Instructions to follow:
After locating the line that contains "Task: Dump the" in the data below, set down exactly that line and each one after it through the line that contains "Map reading. Give", and nothing more.
** Data for the task follows **
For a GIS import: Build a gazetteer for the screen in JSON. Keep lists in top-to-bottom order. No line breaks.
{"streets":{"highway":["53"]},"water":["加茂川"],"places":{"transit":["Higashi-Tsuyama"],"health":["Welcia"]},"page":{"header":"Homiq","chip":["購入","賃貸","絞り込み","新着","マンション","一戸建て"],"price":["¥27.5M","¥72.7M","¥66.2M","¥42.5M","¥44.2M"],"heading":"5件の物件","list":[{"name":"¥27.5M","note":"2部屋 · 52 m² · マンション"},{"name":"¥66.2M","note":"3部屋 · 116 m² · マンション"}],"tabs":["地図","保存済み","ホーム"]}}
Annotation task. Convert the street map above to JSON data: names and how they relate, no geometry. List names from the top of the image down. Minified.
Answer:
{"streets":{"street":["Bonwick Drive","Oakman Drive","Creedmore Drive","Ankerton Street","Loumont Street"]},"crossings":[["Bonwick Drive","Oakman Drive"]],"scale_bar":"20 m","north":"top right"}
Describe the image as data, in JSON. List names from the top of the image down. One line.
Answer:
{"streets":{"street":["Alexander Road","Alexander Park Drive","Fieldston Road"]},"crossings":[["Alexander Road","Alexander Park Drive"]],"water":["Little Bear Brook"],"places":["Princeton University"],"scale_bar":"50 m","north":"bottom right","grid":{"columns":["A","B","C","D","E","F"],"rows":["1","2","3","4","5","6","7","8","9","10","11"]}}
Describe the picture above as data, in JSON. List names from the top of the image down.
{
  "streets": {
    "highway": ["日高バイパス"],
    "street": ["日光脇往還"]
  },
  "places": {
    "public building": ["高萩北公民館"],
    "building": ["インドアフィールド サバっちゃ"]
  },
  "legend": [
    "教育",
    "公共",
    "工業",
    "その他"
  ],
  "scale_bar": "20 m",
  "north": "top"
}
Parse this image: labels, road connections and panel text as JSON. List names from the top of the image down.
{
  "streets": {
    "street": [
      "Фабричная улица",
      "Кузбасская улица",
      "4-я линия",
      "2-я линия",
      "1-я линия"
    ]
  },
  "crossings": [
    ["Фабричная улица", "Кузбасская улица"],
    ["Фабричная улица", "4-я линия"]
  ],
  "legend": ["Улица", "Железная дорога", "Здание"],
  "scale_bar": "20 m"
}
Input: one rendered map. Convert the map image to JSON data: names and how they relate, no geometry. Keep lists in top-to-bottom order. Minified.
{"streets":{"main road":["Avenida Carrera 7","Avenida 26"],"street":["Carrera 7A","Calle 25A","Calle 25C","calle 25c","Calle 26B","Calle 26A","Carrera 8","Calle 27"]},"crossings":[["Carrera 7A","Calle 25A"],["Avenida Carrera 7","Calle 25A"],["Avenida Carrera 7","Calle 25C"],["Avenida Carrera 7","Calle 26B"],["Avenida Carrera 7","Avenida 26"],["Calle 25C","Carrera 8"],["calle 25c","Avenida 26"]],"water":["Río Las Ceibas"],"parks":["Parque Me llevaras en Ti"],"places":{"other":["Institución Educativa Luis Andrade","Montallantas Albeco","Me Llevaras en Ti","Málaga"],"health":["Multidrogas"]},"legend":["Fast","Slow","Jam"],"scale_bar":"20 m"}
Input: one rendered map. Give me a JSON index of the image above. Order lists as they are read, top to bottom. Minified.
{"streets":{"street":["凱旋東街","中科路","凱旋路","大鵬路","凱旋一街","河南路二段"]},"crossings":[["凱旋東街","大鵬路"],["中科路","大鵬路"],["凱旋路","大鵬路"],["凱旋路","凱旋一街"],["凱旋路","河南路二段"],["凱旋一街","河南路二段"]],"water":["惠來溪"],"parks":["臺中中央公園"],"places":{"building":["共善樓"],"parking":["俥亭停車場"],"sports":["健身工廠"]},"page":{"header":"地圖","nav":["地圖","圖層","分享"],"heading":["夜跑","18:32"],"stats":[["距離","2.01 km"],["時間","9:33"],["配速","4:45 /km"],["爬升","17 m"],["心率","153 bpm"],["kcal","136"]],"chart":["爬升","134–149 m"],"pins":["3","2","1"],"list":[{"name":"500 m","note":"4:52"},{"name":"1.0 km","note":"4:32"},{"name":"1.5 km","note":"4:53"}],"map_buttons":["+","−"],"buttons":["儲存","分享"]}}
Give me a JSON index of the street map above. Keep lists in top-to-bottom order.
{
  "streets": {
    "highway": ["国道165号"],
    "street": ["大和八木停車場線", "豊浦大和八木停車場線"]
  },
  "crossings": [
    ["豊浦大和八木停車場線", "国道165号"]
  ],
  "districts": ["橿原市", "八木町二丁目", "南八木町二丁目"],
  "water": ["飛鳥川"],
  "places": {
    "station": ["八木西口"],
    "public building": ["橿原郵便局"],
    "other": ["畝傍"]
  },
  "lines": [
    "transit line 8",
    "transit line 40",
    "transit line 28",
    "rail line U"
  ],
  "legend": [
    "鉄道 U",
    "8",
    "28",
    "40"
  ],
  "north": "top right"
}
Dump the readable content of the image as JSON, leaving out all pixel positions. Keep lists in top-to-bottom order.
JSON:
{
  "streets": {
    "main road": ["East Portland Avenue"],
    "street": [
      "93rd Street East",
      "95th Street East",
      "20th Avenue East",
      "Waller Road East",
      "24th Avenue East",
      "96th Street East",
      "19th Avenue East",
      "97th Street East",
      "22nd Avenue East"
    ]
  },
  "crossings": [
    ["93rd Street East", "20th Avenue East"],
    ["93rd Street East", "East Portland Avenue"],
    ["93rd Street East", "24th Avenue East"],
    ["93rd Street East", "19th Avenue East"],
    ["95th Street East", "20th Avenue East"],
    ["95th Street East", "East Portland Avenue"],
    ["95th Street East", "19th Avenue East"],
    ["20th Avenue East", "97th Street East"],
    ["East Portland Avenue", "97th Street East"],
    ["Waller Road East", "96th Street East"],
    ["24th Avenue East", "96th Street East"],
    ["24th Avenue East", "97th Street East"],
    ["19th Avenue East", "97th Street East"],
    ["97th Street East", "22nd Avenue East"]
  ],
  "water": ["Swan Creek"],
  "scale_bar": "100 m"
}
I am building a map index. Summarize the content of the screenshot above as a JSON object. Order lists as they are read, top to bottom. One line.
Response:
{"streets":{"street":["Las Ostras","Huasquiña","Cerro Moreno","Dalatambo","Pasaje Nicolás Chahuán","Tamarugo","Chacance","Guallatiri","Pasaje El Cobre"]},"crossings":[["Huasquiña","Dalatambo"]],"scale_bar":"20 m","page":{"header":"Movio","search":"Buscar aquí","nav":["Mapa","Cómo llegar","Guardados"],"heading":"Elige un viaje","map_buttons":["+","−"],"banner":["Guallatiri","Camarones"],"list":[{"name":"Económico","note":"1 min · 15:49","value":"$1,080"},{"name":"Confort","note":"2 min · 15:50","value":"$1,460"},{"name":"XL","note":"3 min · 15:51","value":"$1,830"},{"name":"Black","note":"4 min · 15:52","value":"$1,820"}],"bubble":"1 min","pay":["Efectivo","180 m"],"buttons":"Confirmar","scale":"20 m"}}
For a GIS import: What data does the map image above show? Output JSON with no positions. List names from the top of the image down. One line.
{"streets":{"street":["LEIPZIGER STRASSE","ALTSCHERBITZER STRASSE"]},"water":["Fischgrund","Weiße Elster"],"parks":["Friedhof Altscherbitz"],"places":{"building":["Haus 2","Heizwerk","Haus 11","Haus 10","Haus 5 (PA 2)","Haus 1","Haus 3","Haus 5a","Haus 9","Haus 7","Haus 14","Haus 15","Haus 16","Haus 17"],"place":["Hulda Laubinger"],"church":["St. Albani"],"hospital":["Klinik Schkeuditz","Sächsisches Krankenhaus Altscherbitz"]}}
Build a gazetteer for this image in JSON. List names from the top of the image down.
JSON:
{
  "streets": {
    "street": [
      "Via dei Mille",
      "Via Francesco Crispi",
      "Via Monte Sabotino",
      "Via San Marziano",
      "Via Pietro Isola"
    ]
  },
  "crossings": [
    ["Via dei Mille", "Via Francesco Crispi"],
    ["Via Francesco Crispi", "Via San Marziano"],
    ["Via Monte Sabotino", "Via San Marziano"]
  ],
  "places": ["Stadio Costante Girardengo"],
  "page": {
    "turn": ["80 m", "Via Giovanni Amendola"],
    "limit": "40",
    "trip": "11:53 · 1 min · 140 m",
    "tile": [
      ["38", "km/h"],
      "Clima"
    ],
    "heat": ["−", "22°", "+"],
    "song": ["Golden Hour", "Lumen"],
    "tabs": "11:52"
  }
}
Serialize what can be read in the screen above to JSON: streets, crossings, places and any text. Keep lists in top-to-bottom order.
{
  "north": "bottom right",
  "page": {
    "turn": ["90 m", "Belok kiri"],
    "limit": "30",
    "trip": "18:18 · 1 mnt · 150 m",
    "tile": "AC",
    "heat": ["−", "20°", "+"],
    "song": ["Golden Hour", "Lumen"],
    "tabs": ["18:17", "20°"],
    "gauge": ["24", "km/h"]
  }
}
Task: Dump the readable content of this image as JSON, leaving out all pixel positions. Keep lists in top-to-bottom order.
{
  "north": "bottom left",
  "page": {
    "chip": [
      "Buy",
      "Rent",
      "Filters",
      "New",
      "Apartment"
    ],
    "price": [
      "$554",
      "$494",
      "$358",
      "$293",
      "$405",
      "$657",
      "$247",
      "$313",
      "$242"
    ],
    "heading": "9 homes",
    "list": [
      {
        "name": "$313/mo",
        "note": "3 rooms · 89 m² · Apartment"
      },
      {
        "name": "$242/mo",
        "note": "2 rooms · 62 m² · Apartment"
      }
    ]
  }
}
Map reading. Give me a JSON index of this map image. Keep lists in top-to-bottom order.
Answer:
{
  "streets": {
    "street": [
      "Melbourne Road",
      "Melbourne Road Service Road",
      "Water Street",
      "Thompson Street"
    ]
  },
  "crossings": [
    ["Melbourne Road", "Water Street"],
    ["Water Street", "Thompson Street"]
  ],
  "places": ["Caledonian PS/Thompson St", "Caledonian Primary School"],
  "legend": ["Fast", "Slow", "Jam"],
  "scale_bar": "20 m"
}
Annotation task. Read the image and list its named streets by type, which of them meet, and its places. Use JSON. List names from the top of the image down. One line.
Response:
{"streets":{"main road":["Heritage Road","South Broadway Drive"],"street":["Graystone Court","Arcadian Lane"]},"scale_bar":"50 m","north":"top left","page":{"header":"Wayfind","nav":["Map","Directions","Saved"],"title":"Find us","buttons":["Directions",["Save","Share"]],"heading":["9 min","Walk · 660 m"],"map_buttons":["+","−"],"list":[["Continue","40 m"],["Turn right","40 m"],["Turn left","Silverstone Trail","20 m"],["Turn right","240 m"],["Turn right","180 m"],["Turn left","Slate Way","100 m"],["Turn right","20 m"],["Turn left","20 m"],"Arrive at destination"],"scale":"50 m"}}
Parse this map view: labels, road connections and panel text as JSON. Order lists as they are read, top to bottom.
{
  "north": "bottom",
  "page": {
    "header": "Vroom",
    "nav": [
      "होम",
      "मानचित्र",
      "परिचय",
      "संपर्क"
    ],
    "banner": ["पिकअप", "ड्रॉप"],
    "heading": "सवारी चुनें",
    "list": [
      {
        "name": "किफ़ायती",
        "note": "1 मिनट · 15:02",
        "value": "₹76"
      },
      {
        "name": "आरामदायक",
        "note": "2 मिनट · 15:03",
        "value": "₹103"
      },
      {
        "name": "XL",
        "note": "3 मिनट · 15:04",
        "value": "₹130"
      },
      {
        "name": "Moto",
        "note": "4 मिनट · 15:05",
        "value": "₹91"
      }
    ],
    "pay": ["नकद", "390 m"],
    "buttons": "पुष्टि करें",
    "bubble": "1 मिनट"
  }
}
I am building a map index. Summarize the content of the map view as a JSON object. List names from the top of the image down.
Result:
** End of Data for the task **
Exercise response:
Task: Dump the readable content of this image as JSON, leaving out all pixel positions. Keep lists in top-to-bottom order.
{
  "north": "bottom left",
  "page": {
    "chip": [
      "Buy",
      "Rent",
      "Filters",
      "New",
      "Apartment"
    ],
    "price": [
      "$554",
      "$494",
      "$358",
      "$293",
      "$405",
      "$657",
      "$247",
      "$313",
      "$242"
    ],
    "heading": "9 homes",
    "list": [
      {
        "name": "$313/mo",
        "note": "3 rooms · 89 m² · Apartment"
      },
      {
        "name": "$242/mo",
        "note": "2 rooms · 62 m² · Apartment"
      }
    ]
  }
}
Map reading. Give me a JSON index of this map image. Keep lists in top-to-bottom order.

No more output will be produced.